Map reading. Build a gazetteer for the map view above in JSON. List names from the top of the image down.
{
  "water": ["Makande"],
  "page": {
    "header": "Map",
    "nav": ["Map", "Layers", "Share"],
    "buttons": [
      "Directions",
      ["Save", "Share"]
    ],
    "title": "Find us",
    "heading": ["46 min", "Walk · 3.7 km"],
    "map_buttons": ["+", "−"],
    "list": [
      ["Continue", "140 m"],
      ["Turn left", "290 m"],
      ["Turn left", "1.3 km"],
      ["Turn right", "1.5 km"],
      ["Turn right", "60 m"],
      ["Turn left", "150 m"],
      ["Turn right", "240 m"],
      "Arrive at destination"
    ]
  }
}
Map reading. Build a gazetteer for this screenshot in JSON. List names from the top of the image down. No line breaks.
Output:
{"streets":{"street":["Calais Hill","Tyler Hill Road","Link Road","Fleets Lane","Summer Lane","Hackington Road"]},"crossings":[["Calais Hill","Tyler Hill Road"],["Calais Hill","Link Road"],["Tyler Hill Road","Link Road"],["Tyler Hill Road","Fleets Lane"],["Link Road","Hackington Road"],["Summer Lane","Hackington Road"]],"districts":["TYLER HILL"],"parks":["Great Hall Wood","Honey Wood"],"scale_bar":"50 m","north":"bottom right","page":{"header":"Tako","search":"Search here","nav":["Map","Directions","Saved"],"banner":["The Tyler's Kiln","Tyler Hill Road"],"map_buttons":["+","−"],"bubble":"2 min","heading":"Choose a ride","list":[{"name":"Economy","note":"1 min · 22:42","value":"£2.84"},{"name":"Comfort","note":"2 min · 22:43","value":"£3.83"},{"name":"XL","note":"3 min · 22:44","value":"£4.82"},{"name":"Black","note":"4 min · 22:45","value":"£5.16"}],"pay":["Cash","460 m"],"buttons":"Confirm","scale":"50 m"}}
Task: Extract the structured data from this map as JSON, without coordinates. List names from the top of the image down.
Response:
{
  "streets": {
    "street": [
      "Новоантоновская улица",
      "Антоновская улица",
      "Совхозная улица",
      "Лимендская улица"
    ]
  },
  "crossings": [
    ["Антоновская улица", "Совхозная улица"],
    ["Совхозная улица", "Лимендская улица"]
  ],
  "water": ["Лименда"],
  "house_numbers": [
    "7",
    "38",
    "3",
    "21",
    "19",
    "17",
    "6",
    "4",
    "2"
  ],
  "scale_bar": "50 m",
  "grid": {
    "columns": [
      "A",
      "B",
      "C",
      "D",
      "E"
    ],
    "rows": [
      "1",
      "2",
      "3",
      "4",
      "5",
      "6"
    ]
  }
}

------------------------------------------------------------------------

▸ **EXERCISE AIM**: Quote the listing above from its first line to the line with "Map reading. Build a gazetteer for this", inclusive, and add nothing.

▸ **YOUR SOLUTION**:
Map reading. Build a gazetteer for the map view above in JSON. List names from the top of the image down.
{
  "water": ["Makande"],
  "page": {
    "header": "Map",
    "nav": ["Map", "Layers", "Share"],
    "buttons": [
      "Directions",
      ["Save", "Share"]
    ],
    "title": "Find us",
    "heading": ["46 min", "Walk · 3.7 km"],
    "map_buttons": ["+", "−"],
    "list": [
      ["Continue", "140 m"],
      ["Turn left", "290 m"],
      ["Turn left", "1.3 km"],
      ["Turn right", "1.5 km"],
      ["Turn right", "60 m"],
      ["Turn left", "150 m"],
      ["Turn right", "240 m"],
      "Arrive at destination"
    ]
  }
}
Map reading. Build a gazetteer for this screenshot in JSON. List names from the top of the image down. No line breaks.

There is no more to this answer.